Type in a one-sentence prompt at the free-to-use Talk to Transformer web page that’s been made publicly available by machine learning engineer Adam King, and what you get back may or may not make sense — though it often makes sense enough, depending on how silly the prompt is. But whatever way you want to start your sci-fi story (or any other kind), the chatbot will definitely do its part to keep things rolling.

Here’s what Talk to Transformer came up with when prompted with a speculative tidbit about Luke Skywalker:

Luke will return as a Force Ghost in Star Wars: The Rise of Skywalker.

In an Instagram photo posted early at 11:42 a.m. ET on Friday, Luke Skywalker confirmed the news of his upcoming return. "As a longtime reader of the Star Wars Insider blog, I have been very excited to be able to share with you my newest role in Star Wars—as a Force ghost!," he wrote.

Luke Skywalker has his own Instagram account? Who knew?

The silliness only escalates from there, and if you’re not feeling up to making your own prompts, here are a few genre bits we came up with for you to copy and paste — just to get the juices flowing. The results, we can promise, are totally worth it:

  • The day of battle had finally arrived, and without a cloud in the sky, the god of thunder was nervous.
  • Someone forgot to tell these puppets that puppets aren't supposed to kill.
  • The knights hoisted their shields in jubilant victory, with the remnants of the troll army strewn lifeless on the heath. 
  • The star grew brighter and hotter as its gravity drew our crippled ship perilously close.
  • The dark army had not expected snakes.

By all means, though, these are just suggestions. Come up with your own prompts and have at it. The results may not always make sense, but even when they don’t, their failure in the attempt can be hilarious.

Drawing on a more souped-up version of the OpenAI GPT-2 language model that researchers debuted back in February, complete with a finished (if somewhat nonsensical) script for a Lord of the Rings scenario, this pared-back public-facing version, writes King, is intended as “an easier way to play with OpenAI's new machine learning model.” 

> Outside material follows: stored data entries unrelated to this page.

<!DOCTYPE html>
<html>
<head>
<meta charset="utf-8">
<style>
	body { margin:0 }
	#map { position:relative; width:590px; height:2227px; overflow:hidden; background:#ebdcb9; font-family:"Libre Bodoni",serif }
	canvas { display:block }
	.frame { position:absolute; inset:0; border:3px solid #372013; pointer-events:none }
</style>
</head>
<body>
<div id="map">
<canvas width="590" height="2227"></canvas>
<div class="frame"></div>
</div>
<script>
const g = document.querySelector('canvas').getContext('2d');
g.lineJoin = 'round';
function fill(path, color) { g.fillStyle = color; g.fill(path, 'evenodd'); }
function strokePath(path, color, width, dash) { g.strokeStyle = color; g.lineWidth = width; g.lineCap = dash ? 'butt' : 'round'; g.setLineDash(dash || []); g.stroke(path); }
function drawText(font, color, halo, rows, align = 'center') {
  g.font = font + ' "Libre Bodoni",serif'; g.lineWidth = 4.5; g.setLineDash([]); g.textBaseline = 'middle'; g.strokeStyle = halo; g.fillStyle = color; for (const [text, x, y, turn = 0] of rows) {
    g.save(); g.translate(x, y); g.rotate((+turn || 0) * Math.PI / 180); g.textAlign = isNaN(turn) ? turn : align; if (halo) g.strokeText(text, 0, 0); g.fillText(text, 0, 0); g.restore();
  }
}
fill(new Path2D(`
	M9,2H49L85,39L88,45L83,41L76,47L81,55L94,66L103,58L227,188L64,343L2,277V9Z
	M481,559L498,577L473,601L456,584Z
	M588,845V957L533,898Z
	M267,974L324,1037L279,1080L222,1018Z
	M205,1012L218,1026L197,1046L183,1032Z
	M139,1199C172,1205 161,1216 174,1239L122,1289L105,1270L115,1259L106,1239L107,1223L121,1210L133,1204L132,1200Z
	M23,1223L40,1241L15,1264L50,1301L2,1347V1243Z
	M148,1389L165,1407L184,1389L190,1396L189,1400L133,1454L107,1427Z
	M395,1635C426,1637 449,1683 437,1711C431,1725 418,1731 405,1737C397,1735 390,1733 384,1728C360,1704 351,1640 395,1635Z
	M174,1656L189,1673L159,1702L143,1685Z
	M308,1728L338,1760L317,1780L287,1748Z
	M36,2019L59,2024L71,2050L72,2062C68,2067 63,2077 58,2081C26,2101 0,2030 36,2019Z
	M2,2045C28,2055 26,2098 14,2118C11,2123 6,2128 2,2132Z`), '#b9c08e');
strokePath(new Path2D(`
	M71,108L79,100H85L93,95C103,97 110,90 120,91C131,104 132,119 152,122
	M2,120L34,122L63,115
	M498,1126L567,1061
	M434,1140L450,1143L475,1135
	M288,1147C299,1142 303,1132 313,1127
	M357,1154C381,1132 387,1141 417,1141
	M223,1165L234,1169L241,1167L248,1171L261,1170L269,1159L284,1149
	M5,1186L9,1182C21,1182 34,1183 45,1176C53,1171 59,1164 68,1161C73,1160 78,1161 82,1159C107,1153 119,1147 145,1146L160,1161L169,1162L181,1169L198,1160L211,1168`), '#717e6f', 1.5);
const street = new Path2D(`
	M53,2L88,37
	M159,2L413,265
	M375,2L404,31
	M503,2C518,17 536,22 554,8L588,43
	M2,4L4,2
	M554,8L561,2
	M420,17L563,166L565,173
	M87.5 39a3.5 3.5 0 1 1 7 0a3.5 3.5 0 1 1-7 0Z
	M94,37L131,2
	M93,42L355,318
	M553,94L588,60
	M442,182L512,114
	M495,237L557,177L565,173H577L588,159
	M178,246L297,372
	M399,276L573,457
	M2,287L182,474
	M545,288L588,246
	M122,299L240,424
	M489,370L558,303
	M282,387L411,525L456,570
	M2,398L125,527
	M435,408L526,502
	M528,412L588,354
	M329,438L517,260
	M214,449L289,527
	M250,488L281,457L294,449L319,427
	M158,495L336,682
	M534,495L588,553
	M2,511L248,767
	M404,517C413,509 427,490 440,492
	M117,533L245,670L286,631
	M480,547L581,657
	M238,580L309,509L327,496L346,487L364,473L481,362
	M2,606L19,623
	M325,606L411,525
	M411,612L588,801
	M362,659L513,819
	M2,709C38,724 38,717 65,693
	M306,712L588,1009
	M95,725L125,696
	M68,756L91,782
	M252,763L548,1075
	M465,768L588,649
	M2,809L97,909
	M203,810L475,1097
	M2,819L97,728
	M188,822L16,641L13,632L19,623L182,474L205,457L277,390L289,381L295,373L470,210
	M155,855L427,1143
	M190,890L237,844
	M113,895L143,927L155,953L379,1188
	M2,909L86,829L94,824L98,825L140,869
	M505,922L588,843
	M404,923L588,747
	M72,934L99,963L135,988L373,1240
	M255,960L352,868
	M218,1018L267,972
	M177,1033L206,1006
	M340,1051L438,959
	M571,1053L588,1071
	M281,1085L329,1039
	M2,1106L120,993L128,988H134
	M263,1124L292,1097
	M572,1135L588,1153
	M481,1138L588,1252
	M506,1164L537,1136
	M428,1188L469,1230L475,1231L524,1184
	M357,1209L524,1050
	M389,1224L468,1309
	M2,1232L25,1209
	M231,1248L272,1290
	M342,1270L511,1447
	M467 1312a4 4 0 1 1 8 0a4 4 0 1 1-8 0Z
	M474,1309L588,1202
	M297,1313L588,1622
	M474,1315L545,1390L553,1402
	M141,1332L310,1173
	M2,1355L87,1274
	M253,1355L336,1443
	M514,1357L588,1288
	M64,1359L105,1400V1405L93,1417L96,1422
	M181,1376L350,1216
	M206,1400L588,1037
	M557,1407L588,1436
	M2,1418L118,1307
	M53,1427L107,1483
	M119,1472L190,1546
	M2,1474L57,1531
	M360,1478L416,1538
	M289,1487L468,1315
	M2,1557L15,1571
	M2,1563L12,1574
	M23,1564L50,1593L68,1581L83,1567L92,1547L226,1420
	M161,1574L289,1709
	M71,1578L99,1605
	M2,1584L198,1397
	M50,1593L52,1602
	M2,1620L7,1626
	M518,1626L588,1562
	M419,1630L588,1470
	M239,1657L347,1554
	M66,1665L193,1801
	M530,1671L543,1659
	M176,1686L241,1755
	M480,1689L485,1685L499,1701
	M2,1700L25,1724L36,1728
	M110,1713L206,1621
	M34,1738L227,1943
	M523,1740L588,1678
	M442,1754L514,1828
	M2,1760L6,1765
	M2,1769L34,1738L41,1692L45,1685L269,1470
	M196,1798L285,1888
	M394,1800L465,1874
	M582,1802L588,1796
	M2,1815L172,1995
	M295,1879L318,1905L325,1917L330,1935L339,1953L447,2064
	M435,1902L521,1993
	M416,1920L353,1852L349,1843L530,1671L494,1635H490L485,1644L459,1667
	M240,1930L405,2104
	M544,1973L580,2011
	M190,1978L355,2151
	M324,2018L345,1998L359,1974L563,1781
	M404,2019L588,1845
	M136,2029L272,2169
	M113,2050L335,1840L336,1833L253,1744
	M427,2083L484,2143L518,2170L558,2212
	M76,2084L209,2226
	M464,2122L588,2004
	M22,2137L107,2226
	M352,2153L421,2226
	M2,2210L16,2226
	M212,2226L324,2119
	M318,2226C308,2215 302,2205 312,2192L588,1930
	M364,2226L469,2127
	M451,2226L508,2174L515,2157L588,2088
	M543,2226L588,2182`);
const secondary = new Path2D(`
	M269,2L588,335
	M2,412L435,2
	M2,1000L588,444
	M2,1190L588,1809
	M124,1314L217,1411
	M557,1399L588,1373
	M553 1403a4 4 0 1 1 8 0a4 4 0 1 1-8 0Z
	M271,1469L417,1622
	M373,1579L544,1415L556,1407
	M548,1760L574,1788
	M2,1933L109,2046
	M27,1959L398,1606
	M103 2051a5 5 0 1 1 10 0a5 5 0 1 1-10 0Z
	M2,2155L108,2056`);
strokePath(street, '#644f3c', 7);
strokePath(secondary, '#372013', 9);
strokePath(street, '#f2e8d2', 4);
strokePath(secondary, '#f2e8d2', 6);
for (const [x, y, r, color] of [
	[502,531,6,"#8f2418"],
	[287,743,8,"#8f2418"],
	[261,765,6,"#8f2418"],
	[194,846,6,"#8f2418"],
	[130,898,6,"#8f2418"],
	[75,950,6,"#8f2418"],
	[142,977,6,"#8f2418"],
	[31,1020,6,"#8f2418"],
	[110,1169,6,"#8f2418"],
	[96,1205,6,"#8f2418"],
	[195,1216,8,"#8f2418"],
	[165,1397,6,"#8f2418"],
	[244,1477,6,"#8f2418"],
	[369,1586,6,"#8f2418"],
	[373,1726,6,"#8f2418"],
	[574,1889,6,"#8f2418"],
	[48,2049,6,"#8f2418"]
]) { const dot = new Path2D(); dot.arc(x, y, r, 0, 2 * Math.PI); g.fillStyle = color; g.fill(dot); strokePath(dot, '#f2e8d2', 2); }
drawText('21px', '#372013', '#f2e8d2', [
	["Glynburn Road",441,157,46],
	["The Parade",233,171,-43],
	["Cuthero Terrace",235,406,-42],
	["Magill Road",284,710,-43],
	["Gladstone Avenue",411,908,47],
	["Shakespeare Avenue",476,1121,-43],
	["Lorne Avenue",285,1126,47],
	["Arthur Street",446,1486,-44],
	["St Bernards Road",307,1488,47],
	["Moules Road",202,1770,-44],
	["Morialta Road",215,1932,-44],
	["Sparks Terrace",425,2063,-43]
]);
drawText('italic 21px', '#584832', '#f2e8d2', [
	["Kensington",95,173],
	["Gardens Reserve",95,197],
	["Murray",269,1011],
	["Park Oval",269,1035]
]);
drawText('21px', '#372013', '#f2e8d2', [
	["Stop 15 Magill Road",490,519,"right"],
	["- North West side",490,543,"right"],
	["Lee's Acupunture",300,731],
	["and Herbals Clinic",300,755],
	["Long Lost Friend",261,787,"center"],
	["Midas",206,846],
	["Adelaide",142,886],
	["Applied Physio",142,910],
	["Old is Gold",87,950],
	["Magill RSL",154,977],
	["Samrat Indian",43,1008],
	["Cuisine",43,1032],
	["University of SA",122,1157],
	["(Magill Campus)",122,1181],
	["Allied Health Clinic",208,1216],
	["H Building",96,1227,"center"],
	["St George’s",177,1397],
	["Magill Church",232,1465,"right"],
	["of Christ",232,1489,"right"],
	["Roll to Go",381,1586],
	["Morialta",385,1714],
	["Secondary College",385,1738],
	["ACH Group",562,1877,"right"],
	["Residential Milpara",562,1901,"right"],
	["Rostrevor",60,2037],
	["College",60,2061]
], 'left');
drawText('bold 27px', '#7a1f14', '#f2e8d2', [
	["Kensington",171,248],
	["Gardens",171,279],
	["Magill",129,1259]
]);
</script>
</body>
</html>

Running on a “medium-sized model” of the larger AI — one that employs a still-hefty 345 million parameters to help flesh out whatever it is you’re trying to say — it’s capable (just like its big brother) of drawing on an internet-derived database of cultural references to help it plot out the rest of your story, one word at a time.

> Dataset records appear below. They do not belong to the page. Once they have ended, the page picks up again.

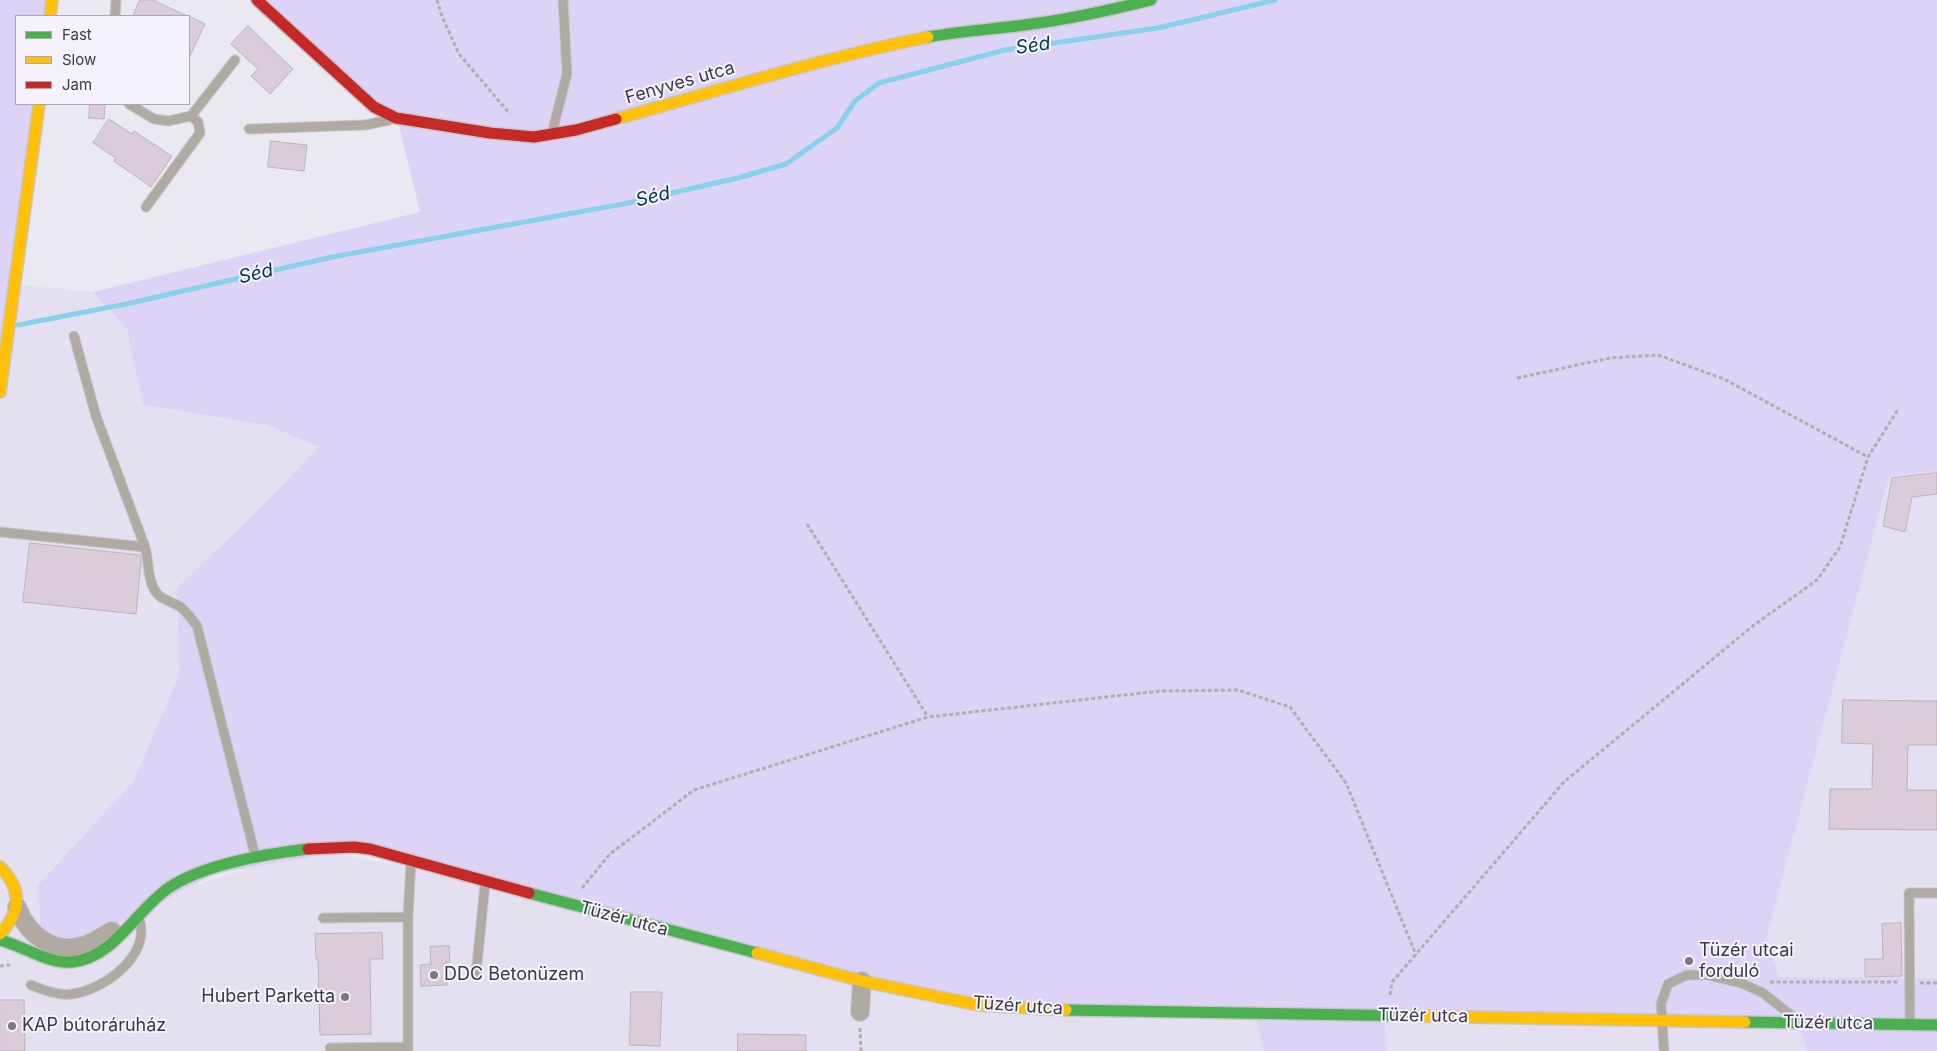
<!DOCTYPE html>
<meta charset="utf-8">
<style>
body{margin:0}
#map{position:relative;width:1937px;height:1051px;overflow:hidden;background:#eae8f1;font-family:Inter,sans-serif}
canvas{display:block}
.legend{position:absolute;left:15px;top:15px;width:175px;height:90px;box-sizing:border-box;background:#f5f2fd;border:1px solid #aba8b2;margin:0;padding:6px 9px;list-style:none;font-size:15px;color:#3c3a41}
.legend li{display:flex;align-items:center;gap:10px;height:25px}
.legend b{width:25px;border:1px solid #aba8b2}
</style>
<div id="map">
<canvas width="1937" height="1051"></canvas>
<ul class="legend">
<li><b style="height:6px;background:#4caf50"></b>Fast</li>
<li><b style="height:6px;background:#ffc107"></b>Slow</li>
<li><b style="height:6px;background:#c62828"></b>Jam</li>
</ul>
</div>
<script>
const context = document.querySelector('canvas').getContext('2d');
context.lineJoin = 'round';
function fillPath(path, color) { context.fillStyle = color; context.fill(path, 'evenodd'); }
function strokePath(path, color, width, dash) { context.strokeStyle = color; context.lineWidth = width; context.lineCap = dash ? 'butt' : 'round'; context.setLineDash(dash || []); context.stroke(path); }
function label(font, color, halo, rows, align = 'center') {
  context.font = font + ' Inter,sans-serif'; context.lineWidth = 4; context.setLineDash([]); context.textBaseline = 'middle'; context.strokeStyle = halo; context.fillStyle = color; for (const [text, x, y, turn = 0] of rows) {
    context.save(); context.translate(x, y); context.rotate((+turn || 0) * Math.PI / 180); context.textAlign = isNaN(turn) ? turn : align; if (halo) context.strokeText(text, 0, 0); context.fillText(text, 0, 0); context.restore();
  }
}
fillPath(new Path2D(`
 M 14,284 L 93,292 L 127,329 L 143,405 L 267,425 L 319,447 L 253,515 L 177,588 L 179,675 L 133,782 L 36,887 L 40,911 L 39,964 L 175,891 L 311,850 L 1256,1017 L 1264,1051 L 0,1051 L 0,354 Z
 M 1937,471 L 1937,978 L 1779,977 L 1767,936 L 1889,476 Z
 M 1385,1019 L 1798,1024 L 1807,1051 L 1387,1051 Z`), '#e4e0f2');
fillPath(new Path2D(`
 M 0,0 L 51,0 L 49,16 L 16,16 L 16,104 L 38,104 L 0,354 Z
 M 260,0 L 1937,0 L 1937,471 L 1889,476 L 1767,936 L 1779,977 L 1937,978 L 1937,1051 L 1807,1051 L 1798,1024 L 1385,1019 L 1387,1051 L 1264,1051 L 1256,1017 L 1027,1014 L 354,849 L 215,874 L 39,964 L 40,911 L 36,887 L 133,782 L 179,675 L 177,588 L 253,515 L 319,447 L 267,425 L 143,405 L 127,329 L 93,292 L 420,212 L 397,117 Z`), '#dcd3f6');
strokePath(new Path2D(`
 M 18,325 L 126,304 L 332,257 L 623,204 L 738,178 L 786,164 L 837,128 L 855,101 L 879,83 L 1005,50 L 1158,28 L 1275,0`), '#87d2ea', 5);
const building = new Path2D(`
 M 140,0 L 153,0 L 187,16 L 133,16 Z
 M 189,16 L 205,24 L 189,58 Z
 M 248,26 L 293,69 L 270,94 L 251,76 L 258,69 L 231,44 Z
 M 90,104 L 105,104 L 104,119 L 89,118 Z
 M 109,119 L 132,134 L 134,131 L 172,156 L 151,187 L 114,161 L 116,158 L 93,143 Z
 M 271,141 L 307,145 L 304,171 L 268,167 Z
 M 1937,473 L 1937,494 L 1912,497 L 1905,532 L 1883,526 L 1892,478 Z
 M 30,543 L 140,555 L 141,562 L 136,614 L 23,602 Z
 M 1843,700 L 1937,701 L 1937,745 L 1908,745 L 1907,790 L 1937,790 L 1937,830 L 1829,829 L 1830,789 L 1872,789 L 1873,744 L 1842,743 Z
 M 1901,923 L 1902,976 L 1865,977 L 1865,959 L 1883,959 L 1882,924 Z
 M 382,933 L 383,959 L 370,959 L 371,1034 L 320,1035 L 318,959 L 316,959 L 315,934 Z
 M 449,946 L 450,962 L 446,962 L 447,985 L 421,986 L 420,965 L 431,964 L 430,947 Z
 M 631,992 L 662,992 L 660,1046 L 630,1045 Z
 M 0,1000 L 24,1000 L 25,1051 L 0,1051 Z
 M 738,1034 L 806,1035 L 806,1051 L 738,1051 Z`);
fillPath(building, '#dcccd9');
strokePath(building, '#b9b5bb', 1);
const lane = new Path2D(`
 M 115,16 L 116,0
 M 129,104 L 154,119 L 168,121 L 191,116 L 235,60
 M 249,129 L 365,125 L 389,120
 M 552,133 L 567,74 L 563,0
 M 146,207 L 200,133 L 198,122 L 191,116
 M 74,336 L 96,416 L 145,547 C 149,560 147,577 154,589 C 159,599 170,601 179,606 C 186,610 192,620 197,626 L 255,855
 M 0,532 L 145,547
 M 323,918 L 408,917
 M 476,974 L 485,884
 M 31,985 C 44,990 58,996 72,994 C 104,990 152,955 139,919
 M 1910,1024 L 1909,893 L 1937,893
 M 330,1048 L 408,1047
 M 408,1051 L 408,917 L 411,861
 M 1664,1051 L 1661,1004 L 1668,984 L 1687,975 L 1707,975 L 1741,983 L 1763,993 L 1792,1016`);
const street = new Path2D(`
 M 17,907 C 28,936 56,957 88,944 C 96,941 104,935 112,931
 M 860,1012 L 862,981`);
const fast = new Path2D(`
 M 928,37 C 962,31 997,29 1031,24 C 1071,19 1111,10 1151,0
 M 529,893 L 757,953
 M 0,940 C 24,946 47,964 72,962 C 115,958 136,909 170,887 C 205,864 266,854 308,849
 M 1066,1010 L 1416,1016
 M 1745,1022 L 1937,1025`);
const slow = new Path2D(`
 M 50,16 L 52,0
 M 616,119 C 720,90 823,58 928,37
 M 0,392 L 39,104
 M 0,867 C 23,889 21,912 0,934
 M 757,953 L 862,981 L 978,1005 L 1066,1010
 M 1416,1016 L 1745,1022`);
const jam = new Path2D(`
 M 257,0 L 374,107 L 396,118 L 490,133 L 534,137 L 576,130 L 616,119
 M 308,849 L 354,847 L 370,849 L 529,893`);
strokePath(lane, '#c8c6cd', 11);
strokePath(street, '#c8c6cd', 20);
strokePath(fast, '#c8c6cd', 14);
strokePath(slow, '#c8c6cd', 14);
strokePath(jam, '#c8c6cd', 14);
strokePath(new Path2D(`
 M 437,0 L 443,19 L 459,54 L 510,114
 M 1517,378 L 1610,358 L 1658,355 L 1724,379 L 1868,457
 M 807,524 L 928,717
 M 582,888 L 610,854 L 694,790 L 928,717 L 1160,691 L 1238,690 L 1290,707 L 1346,783 L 1416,955
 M 0,966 L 10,965
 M 1770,982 L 1899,982
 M 1920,983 L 1937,983
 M 1390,995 L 1392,982 L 1564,782 L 1754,625 L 1817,580 L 1840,547 L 1868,457 L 1899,408
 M 860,1028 L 861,1051`), '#b3aeac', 3, [4, 2.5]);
strokePath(lane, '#b1aaa3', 9);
strokePath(street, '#b1aaa3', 18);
strokePath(fast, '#4caf50', 11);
strokePath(slow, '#ffc107', 11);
strokePath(jam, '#c62828', 11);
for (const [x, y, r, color] of [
 [1689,961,5,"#79777f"],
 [434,975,5,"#79777f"],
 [345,997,5,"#79777f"],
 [12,1026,5,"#79777f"]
]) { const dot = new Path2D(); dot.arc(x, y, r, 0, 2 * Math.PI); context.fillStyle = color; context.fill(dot); strokePath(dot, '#f5f2fd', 2); }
label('18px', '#3c3a41', '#f5f2fd', [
 ["Fenyves utca",680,83,-16],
 ["Tüzér utca",624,919,15],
 ["Tüzér utca",1018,1006,4],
 ["Tüzér utca",1423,1016,1],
 ["Tüzér utca",1828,1023,1]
]);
label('18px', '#3c3a41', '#f5f2fd', [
 ["Tüzér utcai",1699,951],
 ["forduló",1699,972],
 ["DDC Betonüzem",444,975],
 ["Hubert Parketta",335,997,"right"],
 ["KAP bútoráruház",22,1026]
], 'left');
label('italic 19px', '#023744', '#f5f2fd', [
 ["Séd",1033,46,-8],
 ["Séd",653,197,-13],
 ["Séd",256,274,-13]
]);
</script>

“For now OpenAI has decided only to release small and medium-sized versions of it which aren't as coherent but still produce interesting results,” King writes, and judging by what it’s done with the goofy prompts we keep plugging in, it’s impossible to disagree. 

King says he plans to make the more powerful version of the AI available right on the Talk to Transformer page, if and when it becomes available. In the meantime, we’re having plenty of fun trying to get this version to toss ideas back at us that we’d never dream up on our own.